The physical blowing method is to utilize the physical state variation of gas-development agent to produce pore in polymeric material.Physical blowing agent comprises pressure gas, volatile liquid and soluble solids.Volumetric expansion produced pore when compressibility gas such as nitrogen, carbon dioxide etc. reduced at pressure.Volatile liquid produces pore through vaporization, for example low aliphatic hydrocarbon, halogenated aliphatic hydrocarbon and lower boiling alcohol, ether, ketone and the aromatic hydrocarbon etc. that boil.Soluble solids is removed the back by dissolving and produces pore, for example water miscible inorganic salts, water miscible polymkeric substance and starch etc. in polymer product.For example monochloro methane and methylene chloride are usually used in making styrofoam, and fluorhydrocarbon is used for making multiple polyfoam, for example foamed polyethylene, styrofoam, soft and hard polyurethane foams, urea-formaldehyde foam and phenol formaldehyde foam etc.

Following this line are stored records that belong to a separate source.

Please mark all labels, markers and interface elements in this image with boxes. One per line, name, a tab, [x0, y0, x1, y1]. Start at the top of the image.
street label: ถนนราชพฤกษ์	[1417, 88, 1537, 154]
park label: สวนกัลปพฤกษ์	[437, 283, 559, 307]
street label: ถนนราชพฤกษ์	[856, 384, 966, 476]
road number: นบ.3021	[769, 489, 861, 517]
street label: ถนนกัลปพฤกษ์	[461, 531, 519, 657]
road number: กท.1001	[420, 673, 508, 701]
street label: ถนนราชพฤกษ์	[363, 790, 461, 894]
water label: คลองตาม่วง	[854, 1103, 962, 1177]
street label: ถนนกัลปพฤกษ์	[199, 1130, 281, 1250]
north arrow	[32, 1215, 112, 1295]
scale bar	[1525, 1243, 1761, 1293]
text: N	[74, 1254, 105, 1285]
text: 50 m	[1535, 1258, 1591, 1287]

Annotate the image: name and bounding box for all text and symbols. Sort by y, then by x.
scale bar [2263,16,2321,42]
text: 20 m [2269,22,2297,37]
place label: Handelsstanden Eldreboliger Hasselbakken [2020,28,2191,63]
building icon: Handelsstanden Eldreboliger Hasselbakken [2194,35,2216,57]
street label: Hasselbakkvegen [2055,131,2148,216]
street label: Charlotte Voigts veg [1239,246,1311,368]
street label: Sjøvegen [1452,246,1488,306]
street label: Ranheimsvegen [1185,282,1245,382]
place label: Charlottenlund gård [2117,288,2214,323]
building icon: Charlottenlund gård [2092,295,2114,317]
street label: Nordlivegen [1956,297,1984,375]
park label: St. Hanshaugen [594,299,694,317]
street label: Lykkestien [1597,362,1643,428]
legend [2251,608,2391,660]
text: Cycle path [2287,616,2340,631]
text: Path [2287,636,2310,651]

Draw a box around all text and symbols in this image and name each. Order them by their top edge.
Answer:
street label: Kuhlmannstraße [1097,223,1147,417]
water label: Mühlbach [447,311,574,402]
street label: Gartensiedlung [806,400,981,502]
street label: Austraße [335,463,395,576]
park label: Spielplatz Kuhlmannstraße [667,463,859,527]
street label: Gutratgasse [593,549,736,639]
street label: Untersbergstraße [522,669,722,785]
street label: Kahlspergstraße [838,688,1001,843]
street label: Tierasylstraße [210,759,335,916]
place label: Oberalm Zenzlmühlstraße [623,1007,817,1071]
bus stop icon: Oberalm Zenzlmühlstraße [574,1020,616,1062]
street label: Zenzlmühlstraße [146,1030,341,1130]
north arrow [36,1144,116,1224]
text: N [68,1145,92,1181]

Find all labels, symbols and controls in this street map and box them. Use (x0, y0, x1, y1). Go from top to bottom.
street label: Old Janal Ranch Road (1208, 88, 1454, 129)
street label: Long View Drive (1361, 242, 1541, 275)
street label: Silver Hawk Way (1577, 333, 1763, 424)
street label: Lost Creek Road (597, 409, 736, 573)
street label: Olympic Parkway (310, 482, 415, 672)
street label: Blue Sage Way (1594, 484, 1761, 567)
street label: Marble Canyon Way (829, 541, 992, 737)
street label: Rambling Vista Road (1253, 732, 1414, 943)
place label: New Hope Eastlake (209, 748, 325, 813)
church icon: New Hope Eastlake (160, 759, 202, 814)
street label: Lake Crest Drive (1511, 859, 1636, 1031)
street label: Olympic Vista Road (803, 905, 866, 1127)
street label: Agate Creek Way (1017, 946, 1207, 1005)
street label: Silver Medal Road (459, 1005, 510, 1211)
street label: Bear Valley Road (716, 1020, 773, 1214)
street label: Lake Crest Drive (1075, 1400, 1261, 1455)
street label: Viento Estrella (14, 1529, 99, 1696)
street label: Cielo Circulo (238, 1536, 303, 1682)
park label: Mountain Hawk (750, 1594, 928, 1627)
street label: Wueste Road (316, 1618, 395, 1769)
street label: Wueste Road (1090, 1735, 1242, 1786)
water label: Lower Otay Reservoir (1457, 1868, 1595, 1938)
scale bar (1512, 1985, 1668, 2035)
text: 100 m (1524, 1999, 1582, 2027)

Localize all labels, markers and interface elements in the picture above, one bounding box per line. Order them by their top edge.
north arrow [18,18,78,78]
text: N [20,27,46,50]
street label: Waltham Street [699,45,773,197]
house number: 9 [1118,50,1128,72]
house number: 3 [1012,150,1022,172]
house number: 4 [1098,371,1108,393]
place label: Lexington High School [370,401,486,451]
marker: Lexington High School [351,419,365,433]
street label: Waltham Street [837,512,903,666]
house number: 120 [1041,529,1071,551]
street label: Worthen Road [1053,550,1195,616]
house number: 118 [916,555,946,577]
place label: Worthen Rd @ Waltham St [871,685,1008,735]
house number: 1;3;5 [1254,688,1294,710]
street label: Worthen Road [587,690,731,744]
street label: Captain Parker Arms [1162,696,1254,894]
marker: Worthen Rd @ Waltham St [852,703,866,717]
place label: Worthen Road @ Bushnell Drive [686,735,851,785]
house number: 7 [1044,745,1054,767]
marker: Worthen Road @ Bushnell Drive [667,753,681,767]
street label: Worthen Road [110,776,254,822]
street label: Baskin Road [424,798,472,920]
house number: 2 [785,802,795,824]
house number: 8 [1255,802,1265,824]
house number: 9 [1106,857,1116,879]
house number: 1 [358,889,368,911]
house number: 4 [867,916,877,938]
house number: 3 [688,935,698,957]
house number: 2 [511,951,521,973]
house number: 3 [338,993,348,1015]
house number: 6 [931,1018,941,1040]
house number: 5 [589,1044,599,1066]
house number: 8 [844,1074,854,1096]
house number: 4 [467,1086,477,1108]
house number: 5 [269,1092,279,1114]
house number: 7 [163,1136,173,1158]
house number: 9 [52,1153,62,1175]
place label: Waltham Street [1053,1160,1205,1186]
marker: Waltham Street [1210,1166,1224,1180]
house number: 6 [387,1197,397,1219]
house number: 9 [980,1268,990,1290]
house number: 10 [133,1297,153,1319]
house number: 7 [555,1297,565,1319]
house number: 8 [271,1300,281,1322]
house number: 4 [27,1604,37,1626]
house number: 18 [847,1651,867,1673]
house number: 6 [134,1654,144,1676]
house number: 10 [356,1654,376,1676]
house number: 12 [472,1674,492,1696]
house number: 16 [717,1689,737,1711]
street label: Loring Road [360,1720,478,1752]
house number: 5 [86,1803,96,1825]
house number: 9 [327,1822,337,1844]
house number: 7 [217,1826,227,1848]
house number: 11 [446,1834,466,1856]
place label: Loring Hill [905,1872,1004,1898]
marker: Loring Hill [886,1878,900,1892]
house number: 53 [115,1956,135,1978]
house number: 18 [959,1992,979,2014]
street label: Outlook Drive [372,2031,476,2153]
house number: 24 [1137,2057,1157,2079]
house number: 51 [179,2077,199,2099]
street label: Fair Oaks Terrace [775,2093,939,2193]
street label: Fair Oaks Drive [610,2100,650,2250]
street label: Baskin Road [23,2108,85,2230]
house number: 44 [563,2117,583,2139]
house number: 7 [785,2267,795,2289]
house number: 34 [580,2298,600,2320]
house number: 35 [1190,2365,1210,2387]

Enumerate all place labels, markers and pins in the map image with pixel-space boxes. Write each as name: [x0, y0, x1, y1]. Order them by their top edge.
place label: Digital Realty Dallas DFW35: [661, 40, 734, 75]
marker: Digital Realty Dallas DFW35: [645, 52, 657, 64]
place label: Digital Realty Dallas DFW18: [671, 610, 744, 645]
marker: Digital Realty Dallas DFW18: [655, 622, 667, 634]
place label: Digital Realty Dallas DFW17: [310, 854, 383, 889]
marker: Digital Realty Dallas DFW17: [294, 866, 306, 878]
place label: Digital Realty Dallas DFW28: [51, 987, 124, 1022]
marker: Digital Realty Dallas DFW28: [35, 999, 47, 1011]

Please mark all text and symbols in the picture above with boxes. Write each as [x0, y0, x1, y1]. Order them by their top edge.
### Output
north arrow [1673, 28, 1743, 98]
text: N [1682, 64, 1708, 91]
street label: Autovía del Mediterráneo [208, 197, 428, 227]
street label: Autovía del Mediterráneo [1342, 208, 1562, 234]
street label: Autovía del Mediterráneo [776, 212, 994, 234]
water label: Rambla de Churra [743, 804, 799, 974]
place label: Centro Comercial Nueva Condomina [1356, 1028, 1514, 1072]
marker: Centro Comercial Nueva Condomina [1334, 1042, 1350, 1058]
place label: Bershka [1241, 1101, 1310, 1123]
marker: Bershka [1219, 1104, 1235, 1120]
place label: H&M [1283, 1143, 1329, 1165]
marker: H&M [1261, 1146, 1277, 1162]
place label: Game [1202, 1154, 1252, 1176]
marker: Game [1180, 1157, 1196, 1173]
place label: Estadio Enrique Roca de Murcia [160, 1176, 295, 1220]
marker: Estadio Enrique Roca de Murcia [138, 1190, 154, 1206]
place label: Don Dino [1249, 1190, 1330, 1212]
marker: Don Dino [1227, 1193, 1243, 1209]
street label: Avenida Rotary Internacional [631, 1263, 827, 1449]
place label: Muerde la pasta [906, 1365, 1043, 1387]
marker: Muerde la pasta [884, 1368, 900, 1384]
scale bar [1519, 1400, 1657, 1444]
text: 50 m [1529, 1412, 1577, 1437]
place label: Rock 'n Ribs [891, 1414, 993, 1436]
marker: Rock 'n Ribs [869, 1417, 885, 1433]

Chemical blowing process is that the chemical foaming agent that adds the polymkeric substance solution produces one or more gas because of chemical change or thermal decomposition at a certain temperature take place, thereby produces pore in polymer product.Chemical foaming agent comprises inorganic foaming agent and organic foaming agent two classes.Inorganic foaming agent mainly comprises hartshorn salt, ammonium bicarbonate and sodium bicarbonate etc.Organic foaming agent mainly comprises nitroso compound, azo-compound, sulfonyl hydrazines and urea derivative etc.
A kind of method of utilizing the inorganic salts physical blowing agent to prepare porous polymer material is for example disclosed in the CN 1117587C Chinese patent.This method comprises polymkeric substance such as PLA is dissolved in solvent such as the chloroform Huo diox that the gas-development agent such as sodium chloride, the potassium chloride etc. that then particle diameter are equivalent to preset aperture add in the polymer solutions.Potpourri is joined in the mould, drying, demoulding immerse a period of time in the deionized water with goods again.Product dried after soaking is obtained porous polymer material.According to the description of the document, can make the porosint that the aperture is the 50-500 micron.
In a preferred embodiment of the invention, the polymeric material that constitutes porous solid carrier is the open celled polymeric foam that makes by foaming, comprises sponge sample polymeric material.
Porous solid carrier among the present invention preferably has the porosity more than 30%, more preferably the porosity more than 40%, 50%, 60%, 70% even 80%.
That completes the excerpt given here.